> Work task: Wherever "house" turns up in the entries, copy out the line that holds it.

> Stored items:
-------

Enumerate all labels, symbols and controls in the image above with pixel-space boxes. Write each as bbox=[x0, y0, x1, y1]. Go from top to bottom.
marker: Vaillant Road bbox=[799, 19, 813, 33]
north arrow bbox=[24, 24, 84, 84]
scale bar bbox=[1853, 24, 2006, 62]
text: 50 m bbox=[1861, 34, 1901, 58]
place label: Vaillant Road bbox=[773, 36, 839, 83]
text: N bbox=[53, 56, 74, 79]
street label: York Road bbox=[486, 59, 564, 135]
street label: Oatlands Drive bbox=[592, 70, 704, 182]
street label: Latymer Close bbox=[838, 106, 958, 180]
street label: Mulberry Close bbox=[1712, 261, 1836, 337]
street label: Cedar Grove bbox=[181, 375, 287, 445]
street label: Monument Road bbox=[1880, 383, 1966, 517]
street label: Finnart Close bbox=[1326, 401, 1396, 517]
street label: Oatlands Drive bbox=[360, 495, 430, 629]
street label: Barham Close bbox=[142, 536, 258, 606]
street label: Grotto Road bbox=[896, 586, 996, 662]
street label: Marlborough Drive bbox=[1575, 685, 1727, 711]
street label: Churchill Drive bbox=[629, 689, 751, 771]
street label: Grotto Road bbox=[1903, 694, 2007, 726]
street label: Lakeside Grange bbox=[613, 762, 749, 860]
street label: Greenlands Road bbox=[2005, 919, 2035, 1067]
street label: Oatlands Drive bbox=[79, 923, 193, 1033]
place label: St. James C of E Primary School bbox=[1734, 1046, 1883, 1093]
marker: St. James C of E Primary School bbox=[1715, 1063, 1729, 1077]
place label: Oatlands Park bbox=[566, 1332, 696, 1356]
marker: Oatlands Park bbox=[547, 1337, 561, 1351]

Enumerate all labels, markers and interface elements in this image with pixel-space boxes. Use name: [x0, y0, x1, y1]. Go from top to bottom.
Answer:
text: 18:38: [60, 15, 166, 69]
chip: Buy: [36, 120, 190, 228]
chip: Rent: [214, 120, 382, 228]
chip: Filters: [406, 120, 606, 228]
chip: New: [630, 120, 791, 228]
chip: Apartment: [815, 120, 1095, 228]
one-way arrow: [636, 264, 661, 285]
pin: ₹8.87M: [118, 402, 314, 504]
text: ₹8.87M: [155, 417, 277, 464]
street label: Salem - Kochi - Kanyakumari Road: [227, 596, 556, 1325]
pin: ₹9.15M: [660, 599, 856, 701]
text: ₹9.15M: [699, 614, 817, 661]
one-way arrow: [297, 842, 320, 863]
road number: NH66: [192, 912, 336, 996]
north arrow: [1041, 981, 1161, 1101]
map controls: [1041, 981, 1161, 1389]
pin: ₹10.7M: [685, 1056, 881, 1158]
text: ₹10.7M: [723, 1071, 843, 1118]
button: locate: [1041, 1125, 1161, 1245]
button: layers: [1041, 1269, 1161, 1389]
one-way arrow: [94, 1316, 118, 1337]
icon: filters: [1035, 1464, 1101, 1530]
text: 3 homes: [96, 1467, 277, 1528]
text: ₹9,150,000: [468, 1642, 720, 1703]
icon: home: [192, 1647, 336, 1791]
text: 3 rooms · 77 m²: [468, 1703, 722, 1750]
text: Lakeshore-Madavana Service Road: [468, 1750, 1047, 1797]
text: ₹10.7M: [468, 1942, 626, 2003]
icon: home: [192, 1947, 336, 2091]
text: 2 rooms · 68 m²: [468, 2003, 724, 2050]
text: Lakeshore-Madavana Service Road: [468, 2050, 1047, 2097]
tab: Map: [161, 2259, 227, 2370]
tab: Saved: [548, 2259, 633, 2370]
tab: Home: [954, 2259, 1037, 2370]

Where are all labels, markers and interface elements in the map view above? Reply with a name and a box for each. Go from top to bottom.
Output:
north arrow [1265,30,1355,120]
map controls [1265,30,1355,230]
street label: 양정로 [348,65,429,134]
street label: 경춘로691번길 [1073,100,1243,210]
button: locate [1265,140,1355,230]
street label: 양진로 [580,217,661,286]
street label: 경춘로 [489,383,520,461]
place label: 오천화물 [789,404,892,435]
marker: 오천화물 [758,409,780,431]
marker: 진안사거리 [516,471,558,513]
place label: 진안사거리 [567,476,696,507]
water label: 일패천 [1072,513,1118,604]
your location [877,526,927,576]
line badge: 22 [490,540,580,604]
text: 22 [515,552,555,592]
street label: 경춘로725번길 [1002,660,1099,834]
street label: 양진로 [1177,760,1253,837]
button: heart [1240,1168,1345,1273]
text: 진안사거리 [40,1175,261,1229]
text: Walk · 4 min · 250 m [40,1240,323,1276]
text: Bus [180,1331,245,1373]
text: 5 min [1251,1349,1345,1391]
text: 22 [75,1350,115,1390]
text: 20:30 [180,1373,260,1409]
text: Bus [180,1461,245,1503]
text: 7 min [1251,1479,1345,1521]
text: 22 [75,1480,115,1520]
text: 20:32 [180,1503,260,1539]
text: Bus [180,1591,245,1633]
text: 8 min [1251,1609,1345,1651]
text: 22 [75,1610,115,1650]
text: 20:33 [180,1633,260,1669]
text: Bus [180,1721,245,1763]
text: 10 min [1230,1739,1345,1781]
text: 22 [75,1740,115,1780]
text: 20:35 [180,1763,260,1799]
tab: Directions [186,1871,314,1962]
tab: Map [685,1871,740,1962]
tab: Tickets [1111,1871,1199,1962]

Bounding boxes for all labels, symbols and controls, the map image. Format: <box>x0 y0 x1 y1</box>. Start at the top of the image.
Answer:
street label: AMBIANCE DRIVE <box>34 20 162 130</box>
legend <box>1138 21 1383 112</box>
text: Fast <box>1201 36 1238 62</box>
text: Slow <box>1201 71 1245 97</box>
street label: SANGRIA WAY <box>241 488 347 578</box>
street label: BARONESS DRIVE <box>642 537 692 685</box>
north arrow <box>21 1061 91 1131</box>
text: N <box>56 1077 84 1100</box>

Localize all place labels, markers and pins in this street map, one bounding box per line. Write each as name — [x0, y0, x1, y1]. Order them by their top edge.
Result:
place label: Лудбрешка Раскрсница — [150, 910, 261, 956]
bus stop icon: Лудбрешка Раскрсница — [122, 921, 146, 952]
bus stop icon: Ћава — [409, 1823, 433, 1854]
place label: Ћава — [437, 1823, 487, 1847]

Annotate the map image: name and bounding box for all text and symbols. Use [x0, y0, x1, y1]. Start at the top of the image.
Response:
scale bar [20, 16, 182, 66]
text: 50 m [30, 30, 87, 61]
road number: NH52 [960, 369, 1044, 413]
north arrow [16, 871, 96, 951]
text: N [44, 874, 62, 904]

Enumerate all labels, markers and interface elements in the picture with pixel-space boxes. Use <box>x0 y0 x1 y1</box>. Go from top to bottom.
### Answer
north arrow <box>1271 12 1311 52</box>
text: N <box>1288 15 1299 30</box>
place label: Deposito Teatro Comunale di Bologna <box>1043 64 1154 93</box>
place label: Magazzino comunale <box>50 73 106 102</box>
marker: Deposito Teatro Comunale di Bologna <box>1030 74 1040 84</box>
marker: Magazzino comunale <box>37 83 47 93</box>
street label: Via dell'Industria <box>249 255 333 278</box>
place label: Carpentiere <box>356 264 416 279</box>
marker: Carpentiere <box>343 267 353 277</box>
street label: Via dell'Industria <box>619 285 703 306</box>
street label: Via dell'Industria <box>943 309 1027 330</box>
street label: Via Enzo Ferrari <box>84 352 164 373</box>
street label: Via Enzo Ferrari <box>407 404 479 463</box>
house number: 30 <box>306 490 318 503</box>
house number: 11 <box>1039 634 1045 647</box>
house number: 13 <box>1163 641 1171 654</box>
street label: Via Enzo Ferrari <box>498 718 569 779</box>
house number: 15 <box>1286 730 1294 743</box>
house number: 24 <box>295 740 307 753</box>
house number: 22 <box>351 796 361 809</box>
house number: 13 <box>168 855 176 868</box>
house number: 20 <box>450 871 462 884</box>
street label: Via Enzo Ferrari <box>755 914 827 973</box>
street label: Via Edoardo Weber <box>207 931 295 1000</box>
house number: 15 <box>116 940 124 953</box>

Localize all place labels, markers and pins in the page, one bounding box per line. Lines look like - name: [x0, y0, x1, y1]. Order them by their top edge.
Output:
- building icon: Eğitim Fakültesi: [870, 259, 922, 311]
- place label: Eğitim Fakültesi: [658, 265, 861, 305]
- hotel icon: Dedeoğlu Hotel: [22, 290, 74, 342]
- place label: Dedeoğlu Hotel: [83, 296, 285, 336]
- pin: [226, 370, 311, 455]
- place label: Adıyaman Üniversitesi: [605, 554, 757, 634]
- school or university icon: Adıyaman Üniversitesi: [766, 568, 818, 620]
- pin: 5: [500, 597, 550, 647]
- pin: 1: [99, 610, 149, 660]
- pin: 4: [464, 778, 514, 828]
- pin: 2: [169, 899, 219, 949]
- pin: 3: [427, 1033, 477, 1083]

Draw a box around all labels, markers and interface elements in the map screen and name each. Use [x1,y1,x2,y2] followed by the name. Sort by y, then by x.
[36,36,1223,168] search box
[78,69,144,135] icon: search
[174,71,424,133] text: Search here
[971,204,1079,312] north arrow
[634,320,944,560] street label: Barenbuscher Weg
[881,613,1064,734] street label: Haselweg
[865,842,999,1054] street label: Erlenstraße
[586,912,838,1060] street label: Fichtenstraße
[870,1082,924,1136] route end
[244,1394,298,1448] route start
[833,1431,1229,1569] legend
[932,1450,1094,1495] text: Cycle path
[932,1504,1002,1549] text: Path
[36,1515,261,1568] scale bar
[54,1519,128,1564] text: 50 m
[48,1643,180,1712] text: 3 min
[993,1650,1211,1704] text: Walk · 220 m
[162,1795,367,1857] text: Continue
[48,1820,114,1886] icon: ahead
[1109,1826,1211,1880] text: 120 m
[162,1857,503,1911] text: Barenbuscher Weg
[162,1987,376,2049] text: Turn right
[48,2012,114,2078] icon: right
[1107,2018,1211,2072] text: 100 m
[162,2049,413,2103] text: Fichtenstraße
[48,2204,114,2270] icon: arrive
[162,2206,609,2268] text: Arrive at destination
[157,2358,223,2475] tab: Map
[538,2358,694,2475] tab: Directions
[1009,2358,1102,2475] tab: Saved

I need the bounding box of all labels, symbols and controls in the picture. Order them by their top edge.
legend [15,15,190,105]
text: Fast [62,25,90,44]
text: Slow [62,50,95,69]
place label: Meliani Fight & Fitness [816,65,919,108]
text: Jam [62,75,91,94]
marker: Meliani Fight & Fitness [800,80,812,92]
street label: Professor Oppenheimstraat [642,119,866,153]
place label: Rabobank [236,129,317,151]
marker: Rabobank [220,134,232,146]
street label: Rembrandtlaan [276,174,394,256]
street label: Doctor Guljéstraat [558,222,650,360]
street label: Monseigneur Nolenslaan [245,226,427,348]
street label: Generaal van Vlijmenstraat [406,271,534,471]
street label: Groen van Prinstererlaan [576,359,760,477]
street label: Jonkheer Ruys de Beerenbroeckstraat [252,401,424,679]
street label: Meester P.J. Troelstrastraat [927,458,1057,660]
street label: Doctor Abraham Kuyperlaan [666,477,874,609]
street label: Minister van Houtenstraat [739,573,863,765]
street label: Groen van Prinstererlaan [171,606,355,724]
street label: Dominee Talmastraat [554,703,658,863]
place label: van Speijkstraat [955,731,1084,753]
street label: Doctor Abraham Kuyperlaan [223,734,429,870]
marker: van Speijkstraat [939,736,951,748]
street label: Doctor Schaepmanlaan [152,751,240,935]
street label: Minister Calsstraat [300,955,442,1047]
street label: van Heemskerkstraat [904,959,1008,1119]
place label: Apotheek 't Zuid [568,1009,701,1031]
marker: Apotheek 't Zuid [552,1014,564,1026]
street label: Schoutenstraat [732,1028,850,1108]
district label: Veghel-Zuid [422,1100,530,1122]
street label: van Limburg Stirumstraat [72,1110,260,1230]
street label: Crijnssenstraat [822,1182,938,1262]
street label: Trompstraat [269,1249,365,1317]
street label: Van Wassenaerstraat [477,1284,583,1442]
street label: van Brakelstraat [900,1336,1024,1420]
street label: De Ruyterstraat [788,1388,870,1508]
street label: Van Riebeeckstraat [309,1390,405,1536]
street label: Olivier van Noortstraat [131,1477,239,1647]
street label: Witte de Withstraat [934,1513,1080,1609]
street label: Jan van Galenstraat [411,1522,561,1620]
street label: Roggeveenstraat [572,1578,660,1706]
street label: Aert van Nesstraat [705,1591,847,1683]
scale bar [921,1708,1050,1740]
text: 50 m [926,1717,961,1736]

-------

> Result for this task:
house number: 30 <box>306 490 318 503</box>
house number: 11 <box>1039 634 1045 647</box>
house number: 13 <box>1163 641 1171 654</box>
house number: 15 <box>1286 730 1294 743</box>
house number: 24 <box>295 740 307 753</box>
house number: 22 <box>351 796 361 809</box>
house number: 13 <box>168 855 176 868</box>
house number: 20 <box>450 871 462 884</box>
house number: 15 <box>116 940 124 953</box>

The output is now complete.